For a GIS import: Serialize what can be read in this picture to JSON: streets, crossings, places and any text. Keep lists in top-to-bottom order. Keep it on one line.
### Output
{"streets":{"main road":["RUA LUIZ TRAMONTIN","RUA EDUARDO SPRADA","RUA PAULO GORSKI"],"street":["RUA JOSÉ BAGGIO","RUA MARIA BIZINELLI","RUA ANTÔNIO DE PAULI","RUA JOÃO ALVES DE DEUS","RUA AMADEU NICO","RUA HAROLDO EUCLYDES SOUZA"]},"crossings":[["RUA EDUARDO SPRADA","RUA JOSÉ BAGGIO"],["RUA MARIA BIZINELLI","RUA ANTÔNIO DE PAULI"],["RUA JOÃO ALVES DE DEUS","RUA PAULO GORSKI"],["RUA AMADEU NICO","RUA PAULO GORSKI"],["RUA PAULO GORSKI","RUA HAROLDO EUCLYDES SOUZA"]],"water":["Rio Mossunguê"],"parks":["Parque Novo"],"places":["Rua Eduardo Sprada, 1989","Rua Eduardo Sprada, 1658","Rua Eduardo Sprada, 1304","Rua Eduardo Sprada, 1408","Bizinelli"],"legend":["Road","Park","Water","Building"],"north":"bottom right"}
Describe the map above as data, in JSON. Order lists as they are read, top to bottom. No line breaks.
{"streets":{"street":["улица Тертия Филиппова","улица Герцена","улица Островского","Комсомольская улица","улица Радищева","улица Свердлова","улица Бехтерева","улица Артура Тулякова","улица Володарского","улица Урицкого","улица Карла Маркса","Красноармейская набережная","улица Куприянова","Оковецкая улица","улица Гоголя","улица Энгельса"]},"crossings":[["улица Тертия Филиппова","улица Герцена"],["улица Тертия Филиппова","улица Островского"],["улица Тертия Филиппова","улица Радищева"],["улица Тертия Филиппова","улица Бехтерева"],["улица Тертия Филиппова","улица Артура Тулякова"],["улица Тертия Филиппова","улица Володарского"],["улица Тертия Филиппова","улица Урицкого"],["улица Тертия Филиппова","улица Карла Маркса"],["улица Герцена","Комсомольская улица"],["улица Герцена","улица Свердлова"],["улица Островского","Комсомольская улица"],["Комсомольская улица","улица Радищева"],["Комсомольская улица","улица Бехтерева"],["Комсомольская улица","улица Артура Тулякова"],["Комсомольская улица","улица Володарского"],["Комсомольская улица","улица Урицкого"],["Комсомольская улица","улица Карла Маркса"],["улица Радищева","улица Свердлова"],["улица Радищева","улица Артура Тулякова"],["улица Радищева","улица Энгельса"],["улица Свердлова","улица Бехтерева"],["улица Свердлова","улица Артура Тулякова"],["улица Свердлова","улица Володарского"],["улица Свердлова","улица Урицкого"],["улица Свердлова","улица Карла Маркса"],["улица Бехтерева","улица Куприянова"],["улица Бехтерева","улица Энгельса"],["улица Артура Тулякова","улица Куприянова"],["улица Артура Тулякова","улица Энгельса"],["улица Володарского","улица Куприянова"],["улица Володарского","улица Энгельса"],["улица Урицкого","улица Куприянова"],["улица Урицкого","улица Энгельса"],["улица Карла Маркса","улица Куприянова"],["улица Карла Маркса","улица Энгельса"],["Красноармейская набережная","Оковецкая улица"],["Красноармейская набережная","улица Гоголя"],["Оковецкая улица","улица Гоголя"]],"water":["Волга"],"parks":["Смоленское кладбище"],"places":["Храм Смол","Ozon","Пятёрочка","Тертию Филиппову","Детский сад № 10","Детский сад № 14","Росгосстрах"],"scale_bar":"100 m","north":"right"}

★ ★ ★ ★ ★ ★ ★

• How to complete this task:
Go through the records line by line, and copy each line that holds the string "bottom".

• Written solution:
For a GIS import: Serialize what can be read in this picture to JSON: streets, crossings, places and any text. Keep lists in top-to-bottom order. Keep it on one line.
{"streets":{"main road":["RUA LUIZ TRAMONTIN","RUA EDUARDO SPRADA","RUA PAULO GORSKI"],"street":["RUA JOSÉ BAGGIO","RUA MARIA BIZINELLI","RUA ANTÔNIO DE PAULI","RUA JOÃO ALVES DE DEUS","RUA AMADEU NICO","RUA HAROLDO EUCLYDES SOUZA"]},"crossings":[["RUA EDUARDO SPRADA","RUA JOSÉ BAGGIO"],["RUA MARIA BIZINELLI","RUA ANTÔNIO DE PAULI"],["RUA JOÃO ALVES DE DEUS","RUA PAULO GORSKI"],["RUA AMADEU NICO","RUA PAULO GORSKI"],["RUA PAULO GORSKI","RUA HAROLDO EUCLYDES SOUZA"]],"water":["Rio Mossunguê"],"parks":["Parque Novo"],"places":["Rua Eduardo Sprada, 1989","Rua Eduardo Sprada, 1658","Rua Eduardo Sprada, 1304","Rua Eduardo Sprada, 1408","Bizinelli"],"legend":["Road","Park","Water","Building"],"north":"bottom right"}
Describe the map above as data, in JSON. Order lists as they are read, top to bottom. No line breaks.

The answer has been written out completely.